Recently there has been lots of debate and discussion about how to define public relations, and a lack of agreement about what it should be. I am not going to attempt a definition but recent days have reconnected me with my roots. My week has been challenging but it re-emphasised to me that the most important thing is reputation.
Whether it is organisational reputation or individual reputation without a positive one there is no confidence, people will not want to buy your product or service, and no one will want to be associated with you. When I first started in PR, the importance of reputation was something that was drummed into me as critical on a daily basis. Over the years I have seen its importance in everything I have done.
Building a positive reputation takes time, clear strategies and a commitment. Maintaining a positive reputation is probably harder and requires skill, hard work but still a clear strategy about what you are and want to be. It is about doing things every day that help to build and maintain the reputation of our organisations. Even when we face difficulties and negative situations that can threaten reputation, it is the organisational response that can still protect the reputation.
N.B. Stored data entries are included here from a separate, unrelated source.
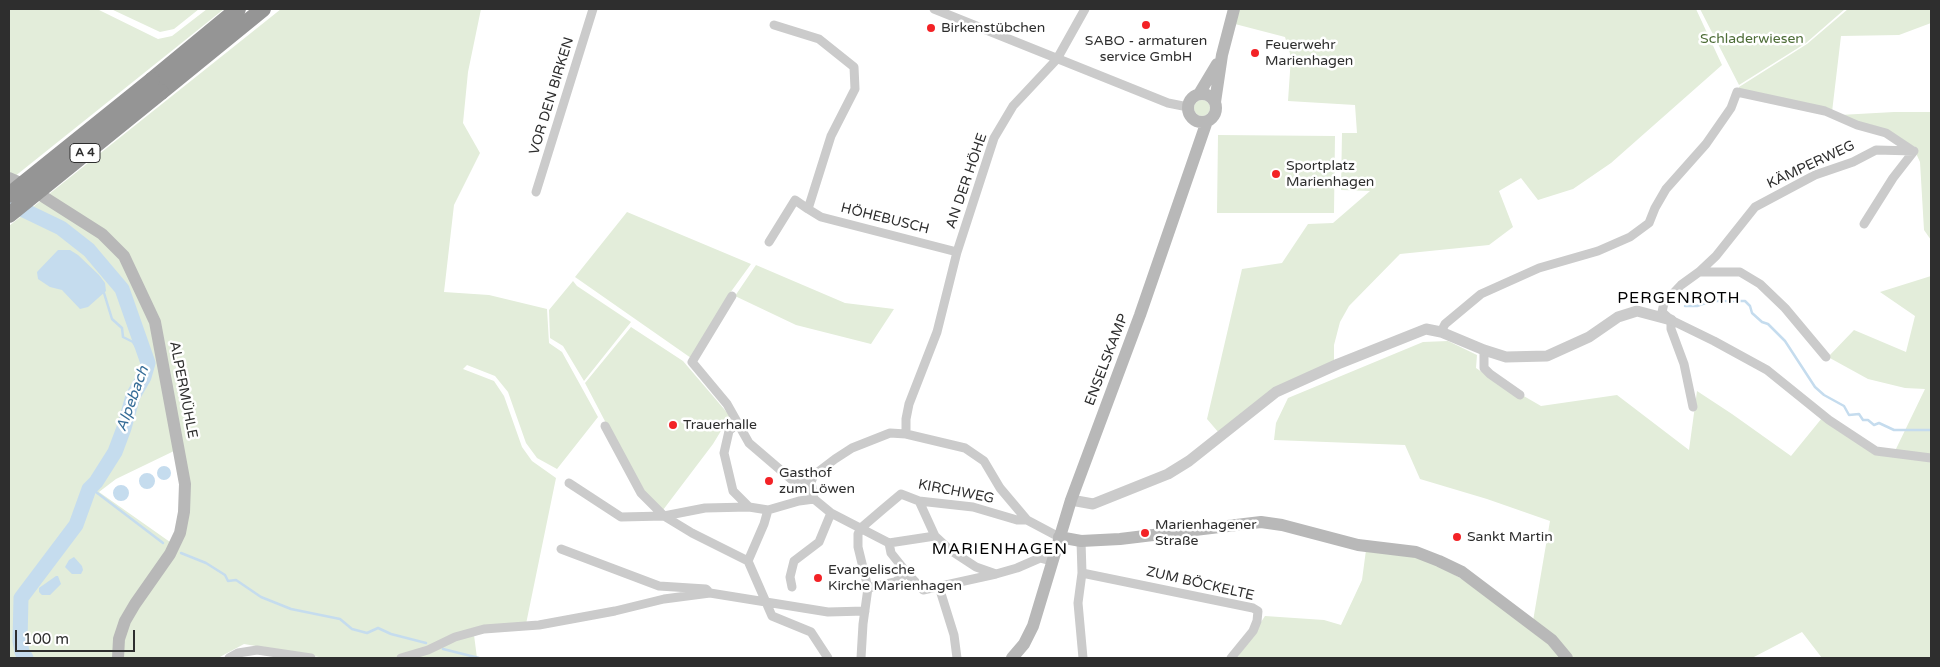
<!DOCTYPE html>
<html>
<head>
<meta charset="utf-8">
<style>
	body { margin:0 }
	#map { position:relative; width:1940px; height:667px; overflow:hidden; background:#fff; font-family:"Varela Round",sans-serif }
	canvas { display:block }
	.frame { position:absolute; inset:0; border:10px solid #2e2e2e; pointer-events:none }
	.scale { position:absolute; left:15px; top:630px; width:120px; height:22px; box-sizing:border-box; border:2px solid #2e2e2e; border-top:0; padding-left:6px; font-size:15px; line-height:18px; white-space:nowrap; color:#2e2e2e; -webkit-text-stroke:4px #fff; paint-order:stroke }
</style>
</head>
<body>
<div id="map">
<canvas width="1940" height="667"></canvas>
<div class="frame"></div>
<div class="scale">100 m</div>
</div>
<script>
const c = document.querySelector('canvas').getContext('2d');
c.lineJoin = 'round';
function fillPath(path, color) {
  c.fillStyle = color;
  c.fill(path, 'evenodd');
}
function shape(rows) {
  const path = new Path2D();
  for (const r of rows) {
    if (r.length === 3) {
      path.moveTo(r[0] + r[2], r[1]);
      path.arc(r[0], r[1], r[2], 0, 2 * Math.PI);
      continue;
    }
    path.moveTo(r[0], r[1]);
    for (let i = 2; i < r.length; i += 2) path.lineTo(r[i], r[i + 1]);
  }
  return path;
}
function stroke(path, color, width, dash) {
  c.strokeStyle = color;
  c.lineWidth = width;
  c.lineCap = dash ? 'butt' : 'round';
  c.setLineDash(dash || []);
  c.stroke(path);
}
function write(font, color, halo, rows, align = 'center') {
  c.font = font + ' "Varela Round",sans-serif';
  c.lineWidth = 5;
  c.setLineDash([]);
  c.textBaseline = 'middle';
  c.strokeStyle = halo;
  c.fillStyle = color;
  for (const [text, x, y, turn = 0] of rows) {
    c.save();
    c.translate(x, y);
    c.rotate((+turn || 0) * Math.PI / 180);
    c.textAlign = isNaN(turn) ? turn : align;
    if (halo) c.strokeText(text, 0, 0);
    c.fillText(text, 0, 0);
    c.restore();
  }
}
const green = shape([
	[9,9,97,9,158,39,172,36,207,9,224,9,9,181],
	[111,9,199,9,174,29,160,32],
	[281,9,481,9,468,72,463,123,480,153,454,205,444,292,489,295,547,309,549,343,562,352,598,417,557,469,537,458,526,443,508,392,495,376,467,365,463,369,494,381,504,396,522,447,532,461,556,478,526,624,483,627,451,636,413,652,415,656,454,640,474,635,477,658,325,658,244,644,218,658,9,658,9,226],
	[174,451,180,487,179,513,174,536,170,542,99,492,116,479],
	[1238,9,1696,9,1722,65,1611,163,1573,189,1538,200,1521,178,1499,191,1513,227,1489,245,1400,254,1349,306,1340,322,1334,345,1334,361,1219,433,1207,419,1242,269,1282,263,1308,224,1333,223,1370,191,1341,190,1342,133,1357,133,1355,105,1288,101,1291,57,1285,37,1235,24],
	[1700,9,1845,9,1806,43,1739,85],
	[1848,9,1931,9,1931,23,1899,35,1841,36,1832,112,1739,92,1739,87,1807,44],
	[1202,108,8],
	[1894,112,1931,112,1931,240,1924,230,1920,162,1915,151,1840,115],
	[1218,135,1335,136,1334,213,1217,213],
	[627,212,751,264,730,293,691,358,575,277],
	[756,265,845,303,894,309,871,344,796,325,735,296],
	[1931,276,1931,658,1822,658,1802,632,1752,658,1571,658,1533,621,1550,521,1487,499,1420,479,1405,445,1274,440,1276,423,1288,398,1423,342,1448,341,1477,355,1476,368,1520,398,1522,395,1541,406,1617,395,1689,450,1697,391,1732,414,1791,456,1822,418,1875,452,1895,451,1925,389,1905,388,1868,379,1828,357,1854,330,1906,352,1915,316,1880,292],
	[573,281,577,286,631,322,584,381,563,346,550,338,549,310],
	[631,327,683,361,730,416,713,444,663,510,642,492,585,383],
	[1366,550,1414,557,1440,566,1465,581,1548,641,1561,658,1237,658,1265,616,1324,620,1341,625,1362,580]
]);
const water = shape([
	[58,250,70,250,78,255,99,275,105,283,106,291,88,307,80,309,62,290,50,287,38,279,37,272],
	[164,473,7],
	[147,481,8],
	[121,493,8],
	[74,557,82,566,83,570,81,574,72,574,65,567,69,560],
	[56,576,58,576,61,584,50,595,42,595,39,592,39,588]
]);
const stream = shape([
	[104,293,112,319,122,328,123,337,133,342,140,353,145,355],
	[1685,306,1697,306,1711,301,1745,301,1750,306,1752,313,1762,322,1768,324,1785,341,1815,387,1824,395,1844,406,1849,415,1859,414,1863,420,1868,420,1874,425,1879,423,1894,430,1931,430],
	[94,484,96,492,163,543],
	[181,553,206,563,225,575,228,581,236,580,261,597,291,609,340,619,352,629,367,633,378,628,391,634,426,643],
	[443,649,479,658]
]);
const river = shape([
	[9,203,61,228,89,250,122,289,148,363,144,377,133,396,124,428,115,452,96,482,89,489,76,525,21,598,20,641,22,652,26,658]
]);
const minor = shape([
	[934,9,1168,103,1188,107],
	[774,25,819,39,854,67,855,89,831,136,808,209,821,217,957,252],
	[536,192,593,9],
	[1864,224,1893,178,1914,151,1876,150,1853,162,1815,175,1755,207,1716,256,1699,272,1681,285,1664,303,1662,312,1671,320,1714,341,1767,370,1829,420,1876,451,1931,458],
	[769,242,795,200,808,209],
	[1699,272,1740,272,1760,284,1785,308,1826,357],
	[732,296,692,362,727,404,749,443,791,479,811,482],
	[1671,320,1671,329,1684,364,1693,407],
	[1441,332,1445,324,1481,294,1539,268,1598,251,1630,237,1649,223,1655,208,1666,189,1706,144,1731,108,1737,92,1825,111,1857,125,1886,133,1913,151],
	[1484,350,1484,368,1490,374,1520,395],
	[738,423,729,431,724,453,733,491,749,507],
	[605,426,641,493,664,516,692,533,748,561,772,616,811,632,828,658],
	[906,434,906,419,909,404,937,332,957,252,994,138,1013,106,1057,59,1085,9],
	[569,483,621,517,664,516,705,508,749,507,768,510,799,501,814,499],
	[919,501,935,536],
	[1081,541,1082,573,1078,603,1083,658],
	[889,543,891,553,907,573,923,590,996,574,1017,568,1040,558,1051,561],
	[561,549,659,586,706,589,708,591],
	[748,561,764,524,768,510],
	[1082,573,1253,608,1258,611,1257,621,1253,631,1231,658],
	[996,574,976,567,950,550,935,536,889,543,831,513,814,499,811,482,814,475,835,459,852,448,890,433,906,434,965,448,984,461,1000,488,1027,520,1059,537],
	[792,587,790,577,794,561,819,542,831,513],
	[939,587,954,635,957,658],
	[868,588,895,582,907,573],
	[229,658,238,653,257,650,311,658],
	[401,658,428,650,455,637,484,629,539,625,615,611,664,599,710,593,828,612,865,611],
	[861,658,863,624,868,588,858,547,858,534,861,528,882,510,901,494,919,501,973,507,1017,520,1027,520]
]);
const tertiary = shape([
	[1071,500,1093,504,1168,474,1189,461,1276,392,1338,364,1426,329,1441,332,1484,350,1506,357,1547,356,1589,337,1618,317,1637,311,1671,320]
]);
const secondary = shape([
	[1199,94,1217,64],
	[1202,108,14],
	[1215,102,1222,55,1234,9],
	[9,178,25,185,102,234,124,256,155,322,185,484,184,512,180,533,170,554,135,604,125,621,119,639,118,658],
	[1059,537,1081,541,1120,539,1261,522,1282,525,1358,545,1416,552,1439,561,1462,572,1552,640,1567,658],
	[1012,658,1024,644,1033,626,1071,500,1140,315,1207,121]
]);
const motorway = shape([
	[152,80,238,9],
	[161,92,263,9]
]);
const motorwayBridge = shape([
	[9,195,152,80],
	[9,215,161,92]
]);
const markers = [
	[1146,25,5,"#f32226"],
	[931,28,5,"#f32226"],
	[1255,53,5,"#f32226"],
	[1276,174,5,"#f32226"],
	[673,425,5,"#f32226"],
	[769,481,5,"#f32226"],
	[1145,533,5,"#f32226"],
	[1457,537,5,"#f32226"],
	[818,578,5,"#f32226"]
];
const shields = [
	[85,153,30]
];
const shieldNames = [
	["A 4",85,153]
];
const poiNames = [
	["Birkenstübchen",941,28],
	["SABO - armaturen",1146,41,"center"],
	["service GmbH",1146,57,"center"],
	["Feuerwehr",1265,45],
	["Marienhagen",1265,61],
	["Sportplatz",1286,166],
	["Marienhagen",1286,182],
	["Trauerhalle",683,425],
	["Gasthof",779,473],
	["zum Löwen",779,489],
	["Marienhagener",1155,525],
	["Straße",1155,541],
	["Sankt Martin",1467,537],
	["Evangelische",828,570],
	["Kirche Marienhagen",828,586]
];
const parkNames = [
	["Schladerwiesen",1752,39]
];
const streetNames = [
	["VOR DEN BIRKEN",552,96,-73],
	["KÄMPERWEG",1811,165,-25],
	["AN DER HÖHE",967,181,-71],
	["HÖHEBUSCH",885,219,14],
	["ENSELSKAMP",1107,360,-69],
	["ALPERMÜHLE",183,390,79],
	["KIRCHWEG",956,492,11],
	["ZUM BÖCKELTE",1200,584,13]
];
const waterNames = [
	["Alpebach",133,399,-70]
];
const quarterNames = [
	["PERGENROTH",1679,299],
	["MARIENHAGEN",1000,550]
];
fillPath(green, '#e3edda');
fillPath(water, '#c5dcee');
stroke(stream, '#c5dcee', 2.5);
stroke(river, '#c5dcee', 15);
stroke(minor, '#cbcbcb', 9);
stroke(tertiary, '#cbcbcb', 11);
stroke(secondary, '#b8b8b8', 12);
stroke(motorway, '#959595', 16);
stroke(motorwayBridge, '#959595', 16);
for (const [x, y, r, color] of markers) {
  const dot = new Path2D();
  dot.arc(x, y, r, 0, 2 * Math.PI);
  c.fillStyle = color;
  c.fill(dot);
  stroke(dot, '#fff', 2);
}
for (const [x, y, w] of shields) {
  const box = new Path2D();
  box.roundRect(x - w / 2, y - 9.5, w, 19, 4);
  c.fillStyle = '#fff';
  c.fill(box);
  stroke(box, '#2e2e2e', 1);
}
write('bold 12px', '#2e2e2e', null, shieldNames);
write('14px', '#2e2e2e', '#fff', poiNames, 'left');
write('14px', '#4e6d38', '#fff', parkNames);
write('14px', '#2e2e2e', '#fff', streetNames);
write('italic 15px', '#356c97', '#fff', waterNames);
c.letterSpacing = '1px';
write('16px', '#000', '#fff', quarterNames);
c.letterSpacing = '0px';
</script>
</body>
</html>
Losing a good reputation can take minutes or even seconds. One incident, one lack of judgement, one failure of service, and a poor response to things can all have long lasting effects. As organisations, it can then be a long road back, and in some cases such as Ratners there may be no way back. But protecting reputation is as important for us as individuals.
In the fast, modern world where social media has allowed individuals to network having a positive reputation is essential. The blurring of the personal and business world has occurred and we are all doing more that moves between the two. One tweet, post or photograph can have a devastating impact on an individual’s reputation. This is something that has existed before but never has it had the global viewers. Whether it is your boss, prospective employers, colleagues, peers seeing something it can create an impression that you would not want.
While PR may be about an organisation’s positive reputation we should never forget that with every blog, tweet or posting that we do we can either improve or damage our own reputation.